“Though Truth might lean a little heavy on the feminism at times, it also contains the heart and soul of an authentic coming-of-age story that perfectly captures the essence of first love and the confusing emotions of growing up.”
Nina Oberon has now turned dreaded 16. Adorned with the government issued XVI wrist tattoo, Nina joins the ranks of thousands of other girls who are now marked as “legal” and who, in reality, often become targets of violent sex crimes. Lucky for Nina, her recent designation as a creative will provide the opportunity to move up in social status and, as an extra perk, allow her to adorn her mark to make it more original and bearable.
But with all that Nina has to deal with right now, falling prey to sexual deviants in the least of her problems.

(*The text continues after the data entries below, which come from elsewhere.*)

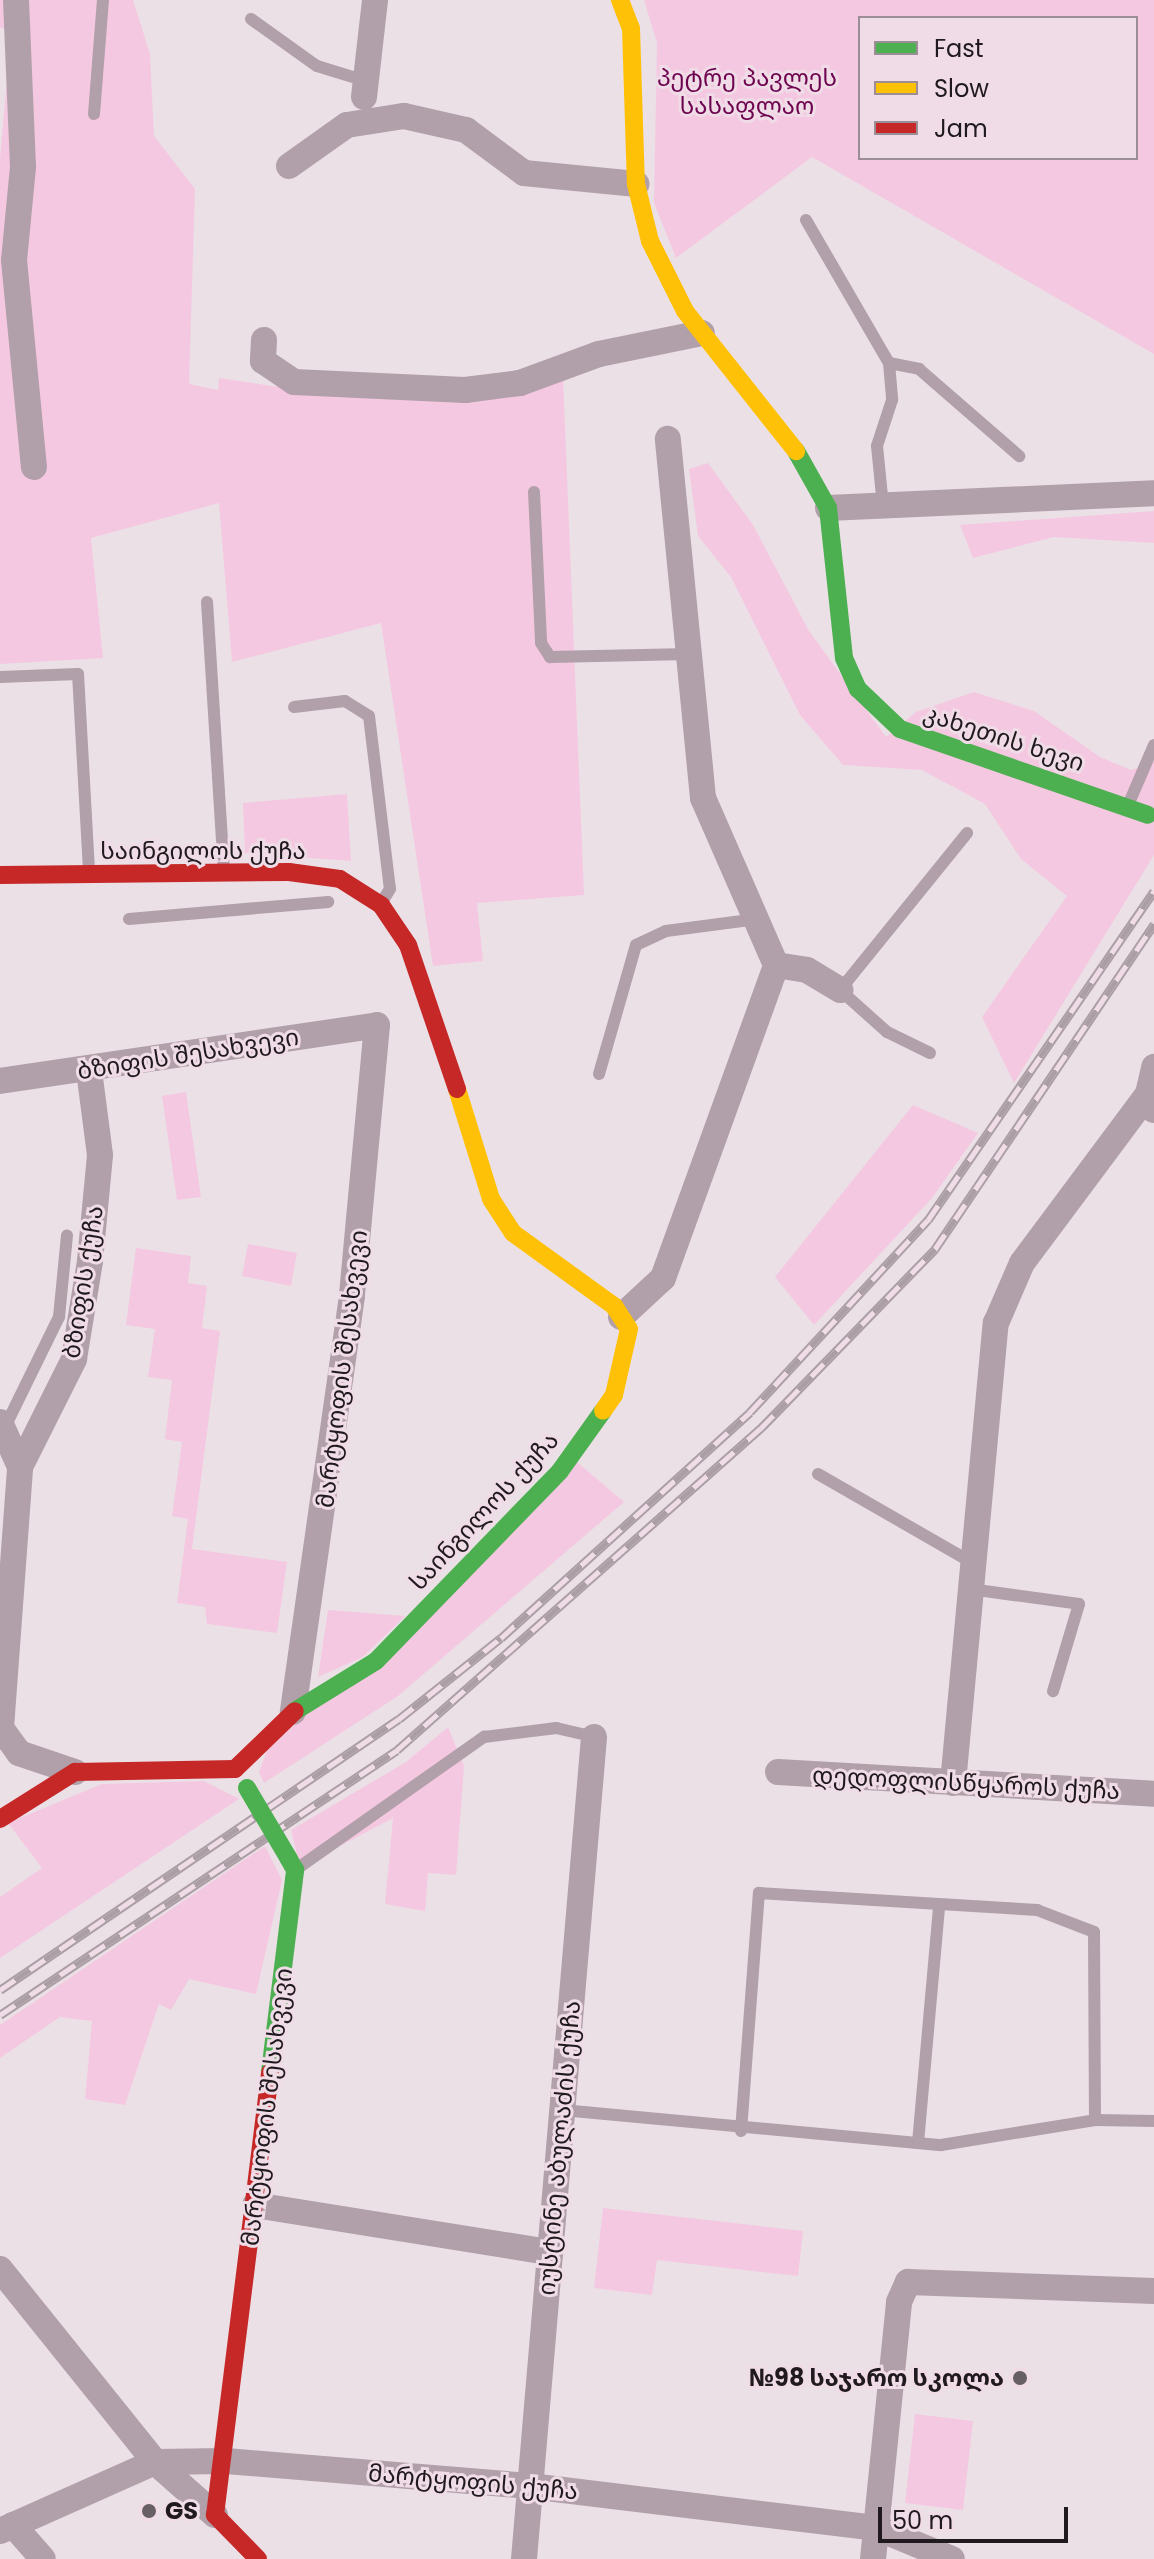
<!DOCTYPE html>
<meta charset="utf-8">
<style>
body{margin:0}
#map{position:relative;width:1154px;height:2559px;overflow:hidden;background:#ebe0e6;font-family:Poppins,"Noto Sans Georgian",sans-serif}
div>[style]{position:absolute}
.green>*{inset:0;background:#f5c8e1}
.lane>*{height:12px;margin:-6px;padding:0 6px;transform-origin:6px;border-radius:6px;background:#b19fa9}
.street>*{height:26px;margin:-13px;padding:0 13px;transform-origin:13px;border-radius:13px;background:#b19fa9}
.fast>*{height:18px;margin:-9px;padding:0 9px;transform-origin:9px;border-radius:9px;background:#4caf50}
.slow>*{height:18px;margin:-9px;padding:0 9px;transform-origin:9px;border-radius:9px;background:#ffc107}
.jam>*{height:18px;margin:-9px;padding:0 9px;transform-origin:9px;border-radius:9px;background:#c62828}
.rail>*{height:9px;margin-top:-4.5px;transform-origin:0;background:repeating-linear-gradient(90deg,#efdce6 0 18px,#ab9fa5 0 36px);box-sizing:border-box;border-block:2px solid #ab9fa5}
.fast-bridge>*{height:18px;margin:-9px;padding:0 9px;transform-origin:9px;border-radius:9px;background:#4caf50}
.dots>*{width:22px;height:22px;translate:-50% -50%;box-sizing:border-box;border:4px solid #efdce6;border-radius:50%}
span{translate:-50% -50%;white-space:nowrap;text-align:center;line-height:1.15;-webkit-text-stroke:6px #efdce6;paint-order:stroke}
.park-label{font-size:24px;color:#6e0450}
.street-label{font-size:24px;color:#20191d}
.poi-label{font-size:24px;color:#20191d;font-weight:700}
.right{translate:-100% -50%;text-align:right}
.left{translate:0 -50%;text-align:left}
.legend{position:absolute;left:858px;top:16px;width:280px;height:144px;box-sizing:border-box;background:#efdce6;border:2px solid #9c8e96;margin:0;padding:10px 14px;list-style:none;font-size:24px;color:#20191d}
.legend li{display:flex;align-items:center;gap:16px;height:40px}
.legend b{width:40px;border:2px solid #9c8e96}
.scale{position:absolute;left:878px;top:2507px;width:190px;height:36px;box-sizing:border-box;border:4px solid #20191d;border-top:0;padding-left:10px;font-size:24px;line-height:28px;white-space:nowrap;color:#20191d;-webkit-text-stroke:6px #efdce6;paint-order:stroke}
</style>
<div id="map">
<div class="green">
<i style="clip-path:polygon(0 0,133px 0,150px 54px,154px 136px,195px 189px,189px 384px,218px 390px,219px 378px,292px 389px,563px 377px,584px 895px,477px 903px,483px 961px,433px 966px,381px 623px,232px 662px,219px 503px,91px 538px,103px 658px,0 664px,0 159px,11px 32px,0 27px)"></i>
<i style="clip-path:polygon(evenodd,644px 0,1154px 0,1154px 354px,812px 157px,676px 258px,654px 203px,657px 43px,644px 0,860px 18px,1136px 18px,1136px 158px,860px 158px,860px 18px)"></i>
<i style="clip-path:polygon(708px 463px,753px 525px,809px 631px,886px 737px,916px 712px,974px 692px,1034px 711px,1100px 757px,1131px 770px,1154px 762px,1154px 855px,1014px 1083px,982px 1017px,1067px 896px,1021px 859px,985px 804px,922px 770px,843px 765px,800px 715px,731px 577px,698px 536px,689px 469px)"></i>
<i style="clip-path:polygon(1154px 511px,1154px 543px,1054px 537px,973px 558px,960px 525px)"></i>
<i style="clip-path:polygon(347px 794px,351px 861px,245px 853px,243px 803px)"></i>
<i style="clip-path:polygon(186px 1092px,201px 1197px,177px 1200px,162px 1096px)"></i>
<i style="clip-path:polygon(913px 1105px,978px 1133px,932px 1198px,814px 1325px,775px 1277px)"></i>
<i style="clip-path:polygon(248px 1244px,297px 1253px,291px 1286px,242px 1276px)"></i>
<i style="clip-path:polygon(136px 1248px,191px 1256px,188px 1283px,207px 1286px,202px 1328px,220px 1331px,192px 1549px,287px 1562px,277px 1633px,207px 1624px,205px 1607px,177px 1603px,188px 1519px,172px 1516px,182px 1442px,165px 1439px,172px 1380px,148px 1377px,155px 1329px,126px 1325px)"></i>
<i style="clip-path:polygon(577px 1462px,624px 1502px,398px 1696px,264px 1783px,259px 1773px,267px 1750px)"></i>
<i style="clip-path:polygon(328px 1610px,405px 1616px,363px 1657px,318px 1677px)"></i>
<i style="clip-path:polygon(448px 1727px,464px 1766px,456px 1875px,428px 1873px,425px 1911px,385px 1904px,393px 1818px,300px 1867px,291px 1830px,406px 1762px)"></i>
<i style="clip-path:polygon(204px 1781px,239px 1799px,0 1958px,0 1897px,42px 1868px,8px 1823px,102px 1784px)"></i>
<i style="clip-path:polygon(265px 1846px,282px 1880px,256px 1994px,189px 1979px,171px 2010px,159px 2004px,125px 2105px,85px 2099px,92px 2021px,60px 2017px,0 2058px,0 2025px)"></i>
<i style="clip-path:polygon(603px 2208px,803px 2231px,798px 2276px,657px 2260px,652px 2295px,594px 2288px)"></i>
<i style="clip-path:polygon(915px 2414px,973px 2421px,963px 2510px,905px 2503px)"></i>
</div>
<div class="lane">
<i style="left:251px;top:19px;width:81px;rotate:35.5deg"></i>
<i style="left:317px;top:66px;width:51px;rotate:17deg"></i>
<i style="left:94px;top:114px;width:114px;rotate:-85.5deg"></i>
<i style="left:806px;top:220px;width:165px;rotate:59.9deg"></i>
<i style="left:889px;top:363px;width:37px;rotate:85deg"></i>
<i style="left:892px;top:400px;width:48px;rotate:108.1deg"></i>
<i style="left:877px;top:446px;width:60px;rotate:84.3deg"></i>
<i style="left:889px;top:363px;width:31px;rotate:11deg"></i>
<i style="left:919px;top:369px;width:133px;rotate:41deg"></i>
<i style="left:534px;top:492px;width:151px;rotate:87.3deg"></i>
<i style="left:541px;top:643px;width:17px;rotate:57deg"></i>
<i style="left:550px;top:657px;width:139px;rotate:-1.2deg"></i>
<i style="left:207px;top:602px;width:268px;rotate:86.4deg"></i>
<i style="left:0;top:677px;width:78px;rotate:-2.2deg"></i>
<i style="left:78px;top:674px;width:197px;rotate:86.8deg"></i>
<i style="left:294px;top:707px;width:51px;rotate:-6.7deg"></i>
<i style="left:345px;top:701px;width:28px;rotate:32deg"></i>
<i style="left:369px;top:716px;width:174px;rotate:83.1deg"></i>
<i style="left:390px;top:889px;width:15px;rotate:122deg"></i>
<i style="left:1129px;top:803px;width:63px;rotate:-66.7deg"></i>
<i style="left:129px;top:919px;width:200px;rotate:-4.9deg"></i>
<i style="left:930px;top:1053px;width:48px;rotate:-154deg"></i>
<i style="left:887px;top:1032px;width:63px;rotate:-138.2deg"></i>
<i style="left:840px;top:990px;width:202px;rotate:-51deg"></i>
<i style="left:599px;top:1074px;width:134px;rotate:-74deg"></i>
<i style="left:636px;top:945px;width:33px;rotate:-25deg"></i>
<i style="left:666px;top:931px;width:92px;rotate:-7.5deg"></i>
<i style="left:5px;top:1427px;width:123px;rotate:-63.9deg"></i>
<i style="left:59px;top:1317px;width:82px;rotate:-84.4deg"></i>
<i style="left:818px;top:1474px;width:174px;rotate:29.9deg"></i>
<i style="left:970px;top:1589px;width:110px;rotate:7.8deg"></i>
<i style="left:1079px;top:1604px;width:91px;rotate:106.6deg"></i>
<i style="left:298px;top:1868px;width:228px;rotate:-35.2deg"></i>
<i style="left:484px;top:1737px;width:73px;rotate:-7.1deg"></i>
<i style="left:556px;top:1728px;width:39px;rotate:13deg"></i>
<i style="left:562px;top:2110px;width:381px;rotate:5.3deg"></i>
<i style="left:941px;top:2145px;width:156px;rotate:-9.2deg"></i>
<i style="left:1095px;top:2120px;width:59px;rotate:1deg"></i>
<i style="left:741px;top:2131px;width:239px;rotate:-85.7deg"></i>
<i style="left:759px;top:1893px;width:279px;rotate:3.5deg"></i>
<i style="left:1037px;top:1910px;width:61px;rotate:21.1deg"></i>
<i style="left:1094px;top:1932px;width:188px;rotate:89.7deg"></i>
<i style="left:918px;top:2143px;width:237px;rotate:-84.9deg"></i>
</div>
<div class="street">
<i style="left:16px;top:0;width:167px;rotate:87.6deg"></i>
<i style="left:23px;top:167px;width:93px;rotate:95.5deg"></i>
<i style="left:14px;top:260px;width:208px;rotate:84.5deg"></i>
<i style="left:364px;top:97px;width:98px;rotate:-83.5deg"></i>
<i style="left:289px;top:166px;width:71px;rotate:-35.3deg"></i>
<i style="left:347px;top:125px;width:58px;rotate:-9deg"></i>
<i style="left:404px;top:116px;width:64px;rotate:12.7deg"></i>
<i style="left:466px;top:130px;width:72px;rotate:36.6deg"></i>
<i style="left:524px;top:173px;width:113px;rotate:5.6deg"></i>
<i style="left:264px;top:340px;width:21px;rotate:93deg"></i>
<i style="left:263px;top:361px;width:37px;rotate:34deg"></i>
<i style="left:294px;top:382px;width:171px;rotate:2.7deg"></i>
<i style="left:465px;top:390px;width:55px;rotate:-7.3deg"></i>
<i style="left:520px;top:383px;width:84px;rotate:-20.2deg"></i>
<i style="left:599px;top:354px;width:105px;rotate:-11.5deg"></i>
<i style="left:828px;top:508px;width:326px;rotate:-2.6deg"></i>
<i style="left:776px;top:965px;width:31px;rotate:9deg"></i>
<i style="left:807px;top:970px;width:39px;rotate:31deg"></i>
<i style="left:0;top:1081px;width:381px;rotate:-8.4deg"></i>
<i style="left:377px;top:1025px;width:272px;rotate:95.3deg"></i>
<i style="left:352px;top:1296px;width:420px;rotate:98.1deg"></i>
<i style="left:1154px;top:1110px;width:17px;rotate:-111deg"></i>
<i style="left:1148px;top:1094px;width:28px;rotate:-77deg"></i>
<i style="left:621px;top:1317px;width:57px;rotate:-42.9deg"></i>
<i style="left:663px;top:1278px;width:333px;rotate:-70.1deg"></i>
<i style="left:776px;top:965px;width:182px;rotate:-113.6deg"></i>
<i style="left:703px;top:798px;width:361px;rotate:-95.6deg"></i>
<i style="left:0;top:1422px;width:49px;rotate:66deg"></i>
<i style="left:75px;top:1772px;width:59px;rotate:-161.3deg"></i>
<i style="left:19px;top:1753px;width:31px;rotate:-126deg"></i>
<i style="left:1px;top:1728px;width:262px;rotate:-85.8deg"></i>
<i style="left:20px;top:1467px;width:121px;rotate:-63.4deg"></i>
<i style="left:74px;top:1359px;width:99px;rotate:-80.7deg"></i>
<i style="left:90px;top:1261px;width:106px;rotate:-84.6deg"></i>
<i style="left:100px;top:1155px;width:86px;rotate:-97.4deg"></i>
<i style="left:778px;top:1772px;width:377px;rotate:3.3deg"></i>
<i style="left:953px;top:1783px;width:462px;rotate:-84.7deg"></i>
<i style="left:996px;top:1323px;width:65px;rotate:-66.6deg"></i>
<i style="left:1022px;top:1263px;width:211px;rotate:-53.3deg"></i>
<i style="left:255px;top:2205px;width:299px;rotate:9.1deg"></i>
<i style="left:0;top:2269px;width:248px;rotate:51.2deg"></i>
<i style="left:155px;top:2462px;width:80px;rotate:41.5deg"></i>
<i style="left:13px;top:2525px;width:45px;rotate:48.6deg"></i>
<i style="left:0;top:2531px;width:170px;rotate:-24deg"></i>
<i style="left:155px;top:2462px;width:71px;rotate:-0.8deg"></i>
<i style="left:226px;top:2461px;width:305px;rotate:4.7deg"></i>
<i style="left:530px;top:2486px;width:350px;rotate:6.9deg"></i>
<i style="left:877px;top:2528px;width:81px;rotate:22.5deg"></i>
<i style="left:524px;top:2559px;width:825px;rotate:-85.13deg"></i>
<i style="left:873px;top:2559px;width:258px;rotate:-84.2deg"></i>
<i style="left:899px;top:2302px;width:22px;rotate:-66deg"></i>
<i style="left:908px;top:2282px;width:246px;rotate:2.1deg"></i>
</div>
<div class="fast">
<i style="left:796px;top:451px;width:65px;rotate:60.7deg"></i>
<i style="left:828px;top:508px;width:151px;rotate:83.9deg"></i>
<i style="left:844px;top:658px;width:34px;rotate:66deg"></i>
<i style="left:858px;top:689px;width:58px;rotate:43.6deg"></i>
<i style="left:900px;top:729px;width:262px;rotate:19.1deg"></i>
<i style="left:295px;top:1711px;width:95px;rotate:-31.7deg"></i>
<i style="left:376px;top:1661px;width:264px;rotate:-45.9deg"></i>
<i style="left:560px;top:1471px;width:74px;rotate:-54.4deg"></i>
<i style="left:270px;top:2072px;width:204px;rotate:-82.9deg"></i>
<i style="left:295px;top:1870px;width:13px;rotate:-119deg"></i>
</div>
<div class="slow">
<i style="left:620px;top:0;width:30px;rotate:69deg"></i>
<i style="left:631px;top:28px;width:156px;rotate:88.2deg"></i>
<i style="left:636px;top:184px;width:59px;rotate:76.2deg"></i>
<i style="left:650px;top:241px;width:78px;rotate:63.4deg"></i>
<i style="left:685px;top:311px;width:179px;rotate:51.6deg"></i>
<i style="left:457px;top:1089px;width:115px;rotate:72.8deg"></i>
<i style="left:491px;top:1199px;width:40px;rotate:57.1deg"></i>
<i style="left:513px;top:1233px;width:125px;rotate:35.9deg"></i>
<i style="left:614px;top:1306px;width:27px;rotate:57deg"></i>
<i style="left:629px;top:1329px;width:68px;rotate:102.8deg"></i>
<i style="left:614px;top:1395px;width:19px;rotate:125deg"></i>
</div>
<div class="jam">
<i style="left:0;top:875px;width:289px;rotate:-0.6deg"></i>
<i style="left:289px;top:872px;width:51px;rotate:7.8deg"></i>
<i style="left:340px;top:879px;width:49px;rotate:32.4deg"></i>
<i style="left:381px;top:905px;width:48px;rotate:56deg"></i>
<i style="left:408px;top:945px;width:152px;rotate:71.2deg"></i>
<i style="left:0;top:1819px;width:89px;rotate:-32.1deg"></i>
<i style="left:75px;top:1772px;width:160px;rotate:-1.1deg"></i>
<i style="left:235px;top:1769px;width:83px;rotate:-44deg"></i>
<i style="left:258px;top:2559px;width:62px;rotate:-134.3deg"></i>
<i style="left:215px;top:2515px;width:446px;rotate:-82.9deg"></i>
</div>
<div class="rail">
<i style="left:0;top:1990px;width:482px;rotate:-34.2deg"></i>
<i style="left:399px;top:1719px;width:130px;rotate:-38.5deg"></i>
<i style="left:501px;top:1638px;width:336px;rotate:-42.2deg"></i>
<i style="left:750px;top:1412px;width:262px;rotate:-47.2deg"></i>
<i style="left:928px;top:1220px;width:399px;rotate:-55.5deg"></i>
<i style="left:0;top:2015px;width:477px;rotate:-33.7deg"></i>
<i style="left:397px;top:1750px;width:486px;rotate:-41.5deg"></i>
<i style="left:761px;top:1428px;width:250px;rotate:-45.8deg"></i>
<i style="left:935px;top:1249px;width:392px;rotate:-56deg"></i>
</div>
<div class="fast-bridge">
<i style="left:247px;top:1788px;width:82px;rotate:59.4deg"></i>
</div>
<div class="dots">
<i style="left:1020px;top:2378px;background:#675f63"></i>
<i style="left:149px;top:2511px;background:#675f63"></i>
</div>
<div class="park-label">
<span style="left:747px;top:92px">პეტრე პავლეს<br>სასაფლაო</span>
</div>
<div class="street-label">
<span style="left:1004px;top:738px;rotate:18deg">კახეთის ხევი</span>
<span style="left:203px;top:851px">საინგილოს ქუჩა</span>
<span style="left:188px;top:1054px;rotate:-9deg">ბზიფის შესახვევი</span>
<span style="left:83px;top:1282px;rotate:-81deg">ბზიფის ქუჩა</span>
<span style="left:342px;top:1369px;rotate:-83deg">მარტყოფის შესახვევი</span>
<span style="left:484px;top:1511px;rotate:-47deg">საინგილოს ქუჩა</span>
<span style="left:966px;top:1783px;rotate:3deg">დედოფლისწყაროს ქუჩა</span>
<span style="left:267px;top:2107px;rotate:-83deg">მარტყოფის შესახვევი</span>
<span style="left:559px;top:2148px;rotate:-85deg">იუსტინე აბულაძის ქუჩა</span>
<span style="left:473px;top:2482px;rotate:5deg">მარტყოფის ქუჩა</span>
</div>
<div class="poi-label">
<span class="right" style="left:1004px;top:2378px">№98 საჯარო სკოლა</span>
<span class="left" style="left:165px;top:2511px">GS</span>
</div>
<ul class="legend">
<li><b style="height:10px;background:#4caf50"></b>Fast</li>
<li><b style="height:10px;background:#ffc107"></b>Slow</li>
<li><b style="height:10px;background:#c62828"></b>Jam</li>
</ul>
<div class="scale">50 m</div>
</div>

Caught with a frequency scrambler that blocks surveillance and allows conversation to be private, Nina’s grandfather has been imprisoned for being a NonCon sympathizer. Her grandmother is near death after suffering a heart attack brought on by stress. Someone has filed a writ against the family claiming they’re unfit to be caretakers, and they’ve been evicted from their home.
Her personal life isn’t faring any better. It seems Nina’s boyfriend Sal is on NonCon missions more than he’s around. Nina loves him, but he never seems to be there when she needs him most. To make matters worse, when he is around, he treats her like a helpless female who is unable to fend for herself, and in need of constant protection.
Though her best friend Wei’s family have welcomed the Oberons into their home, Nina can’t help but feel like she’s about to lose everything.
Yet Nina hasn’t forgotten where she comes from. Her mother was strong and courageous, giving her life to protect Nina and her younger sister Dee, while furthering the NonCon rebel cause that Nina’s father still leads. So when push comes to shove, the more the government tries to take from Nina, the more determined she is to fight.
Julia Karr’s sequel to XVI picks up where her debut left off. Fans of the first book will find themselves immersed once again in the iron-fisted spectacle that is Ms. Karr’s futuristic world: a world in which the blare and glare of nonstop advertisements—called verts—assault the senses 24/7; a place where 16-year-old girls are subjected to unspeakable acts and are easily identified by the tattoo on their wrists; and a venue in which the everpresent Big Brother is always watching and listening with unwavering intensity.
Ms. Karr does a good job of character development, allowing hers to evolve and mature. Nina is such a compelling and positive role model who is definitely coming into her own. Despite constantly being barraged with sexy advertising, she refuses to be the stereotypical “sex-teen” or to confirm to society’s warped ideals.
Once again Ms. Karr’s strong voice and captivating prose move the story forward in a well-paced progression that transitions her sophomore effort into the perfect position to begin its decent into the third installment.
Julia Karr does an excellent job of providing a contented sense of justice and satisfying closure of previous story lines, while opening new doors to the excitement and anticipation of unexplored adventures.
Though Truth might lean a little heavy on the feminism at times, it also contains the heart and soul of an authentic coming-of-age story that perfectly captures the essence of first love and the confusing emotions of growing up.